Task to complete
Return an exact copy of the entries, skipping any picture you find.

(Records drawn from a dataset)
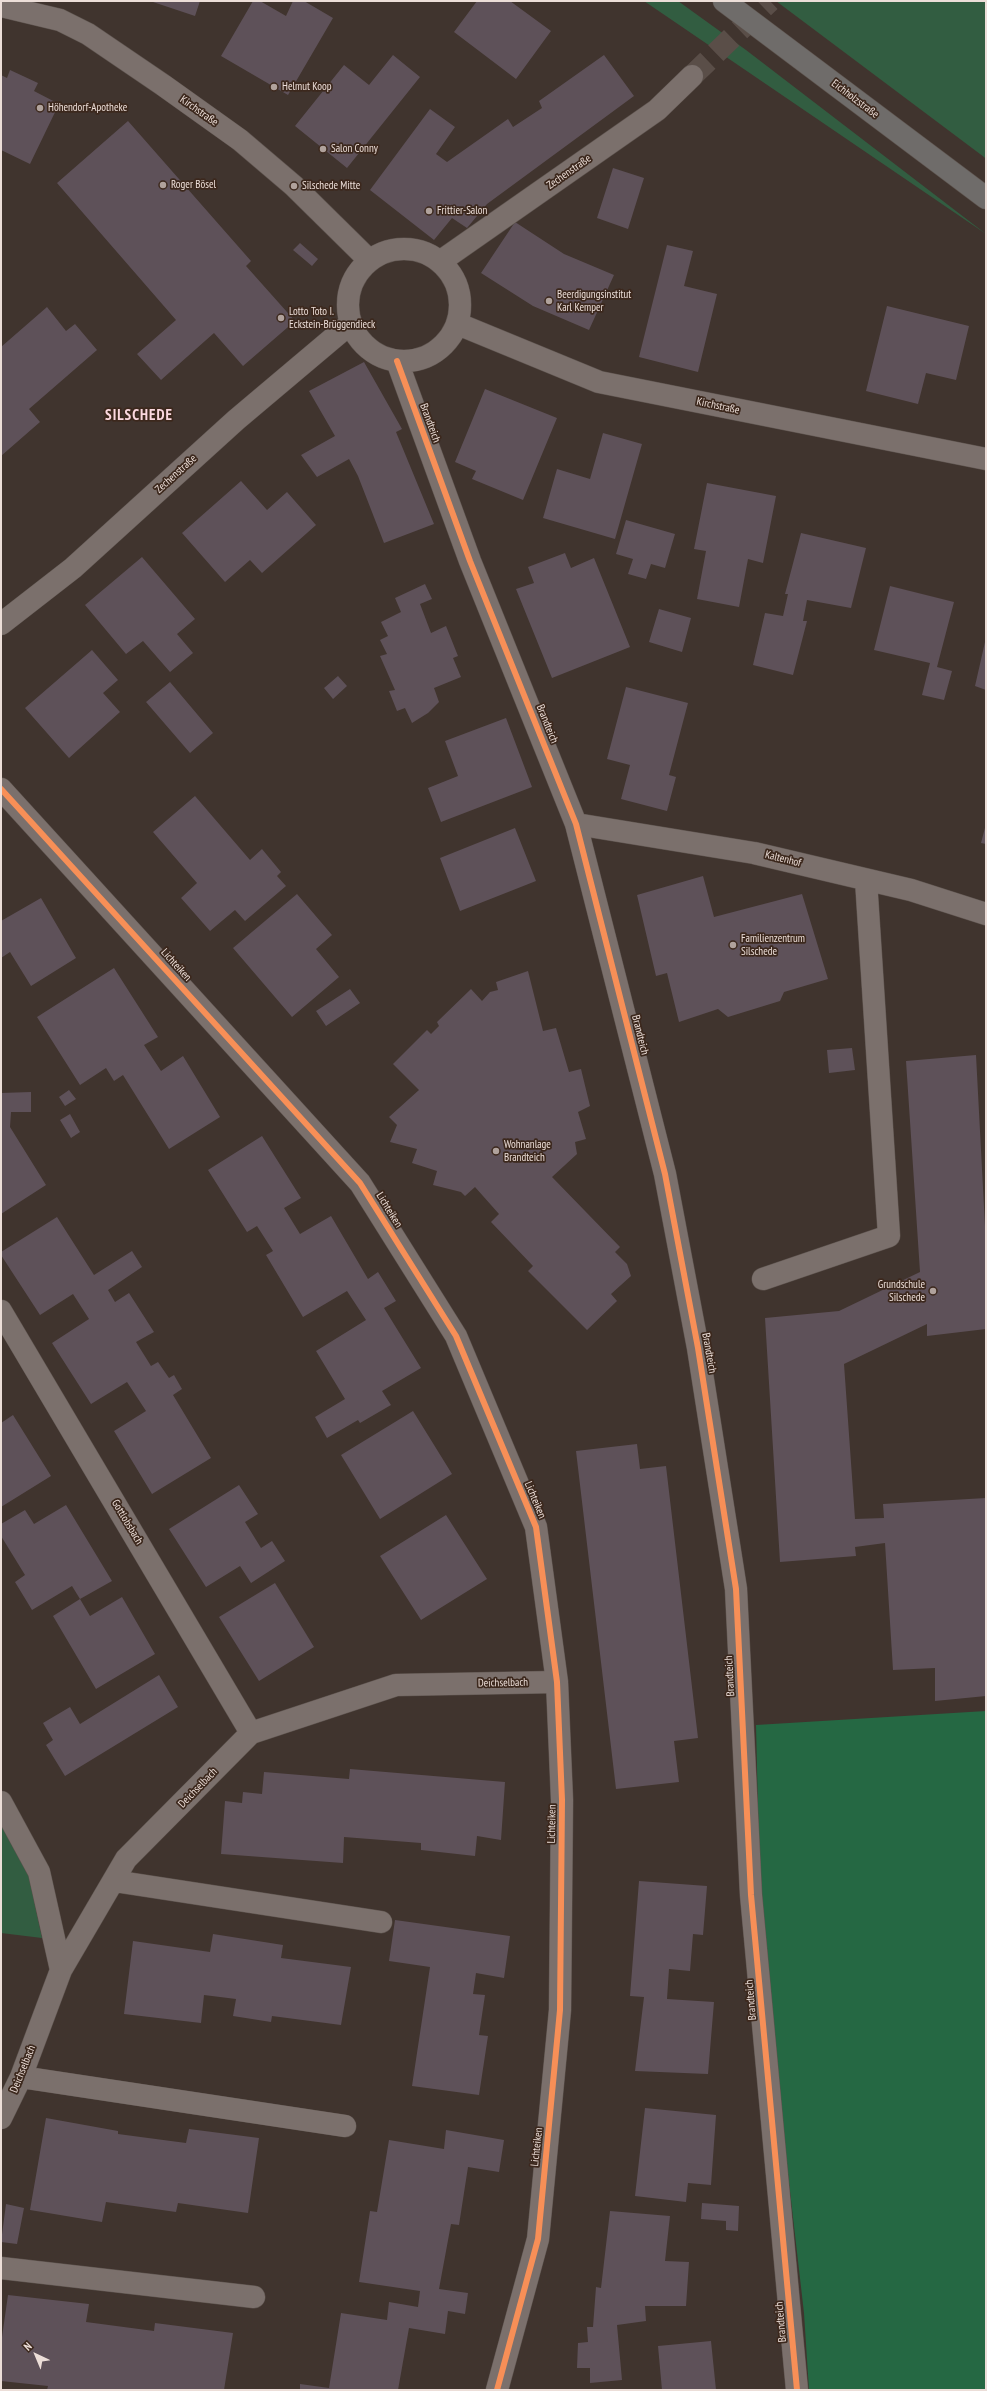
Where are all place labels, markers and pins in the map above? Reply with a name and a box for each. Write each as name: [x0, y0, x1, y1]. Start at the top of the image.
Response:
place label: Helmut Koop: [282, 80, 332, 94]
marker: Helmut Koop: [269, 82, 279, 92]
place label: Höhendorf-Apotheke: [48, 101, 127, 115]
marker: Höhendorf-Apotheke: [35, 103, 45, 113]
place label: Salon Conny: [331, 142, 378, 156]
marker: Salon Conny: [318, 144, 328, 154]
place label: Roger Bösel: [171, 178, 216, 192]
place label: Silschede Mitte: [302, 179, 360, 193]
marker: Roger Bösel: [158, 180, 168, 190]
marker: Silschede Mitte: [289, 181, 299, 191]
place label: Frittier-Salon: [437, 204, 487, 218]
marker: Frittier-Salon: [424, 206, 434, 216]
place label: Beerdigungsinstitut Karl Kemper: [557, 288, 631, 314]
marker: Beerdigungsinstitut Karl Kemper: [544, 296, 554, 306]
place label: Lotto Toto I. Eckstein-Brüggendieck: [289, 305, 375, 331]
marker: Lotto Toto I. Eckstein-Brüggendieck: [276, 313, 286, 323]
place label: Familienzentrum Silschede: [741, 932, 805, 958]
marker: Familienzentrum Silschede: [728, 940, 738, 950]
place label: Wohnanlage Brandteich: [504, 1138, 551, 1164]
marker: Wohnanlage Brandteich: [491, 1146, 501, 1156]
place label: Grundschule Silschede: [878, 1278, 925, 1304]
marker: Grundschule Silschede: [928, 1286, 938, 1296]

Response area
Where are all place labels, markers and pins in the map above? Reply with a name and a box for each. Write each as name: [x0, y0, x1, y1]. Start at the top of the image.
Response:
place label: Helmut Koop: [282, 80, 332, 94]
marker: Helmut Koop: [269, 82, 279, 92]
place label: Höhendorf-Apotheke: [48, 101, 127, 115]
marker: Höhendorf-Apotheke: [35, 103, 45, 113]
place label: Salon Conny: [331, 142, 378, 156]
marker: Salon Conny: [318, 144, 328, 154]
place label: Roger Bösel: [171, 178, 216, 192]
place label: Silschede Mitte: [302, 179, 360, 193]
marker: Roger Bösel: [158, 180, 168, 190]
marker: Silschede Mitte: [289, 181, 299, 191]
place label: Frittier-Salon: [437, 204, 487, 218]
marker: Frittier-Salon: [424, 206, 434, 216]
place label: Beerdigungsinstitut Karl Kemper: [557, 288, 631, 314]
marker: Beerdigungsinstitut Karl Kemper: [544, 296, 554, 306]
place label: Lotto Toto I. Eckstein-Brüggendieck: [289, 305, 375, 331]
marker: Lotto Toto I. Eckstein-Brüggendieck: [276, 313, 286, 323]
place label: Familienzentrum Silschede: [741, 932, 805, 958]
marker: Familienzentrum Silschede: [728, 940, 738, 950]
place label: Wohnanlage Brandteich: [504, 1138, 551, 1164]
marker: Wohnanlage Brandteich: [491, 1146, 501, 1156]
place label: Grundschule Silschede: [878, 1278, 925, 1304]
marker: Grundschule Silschede: [928, 1286, 938, 1296]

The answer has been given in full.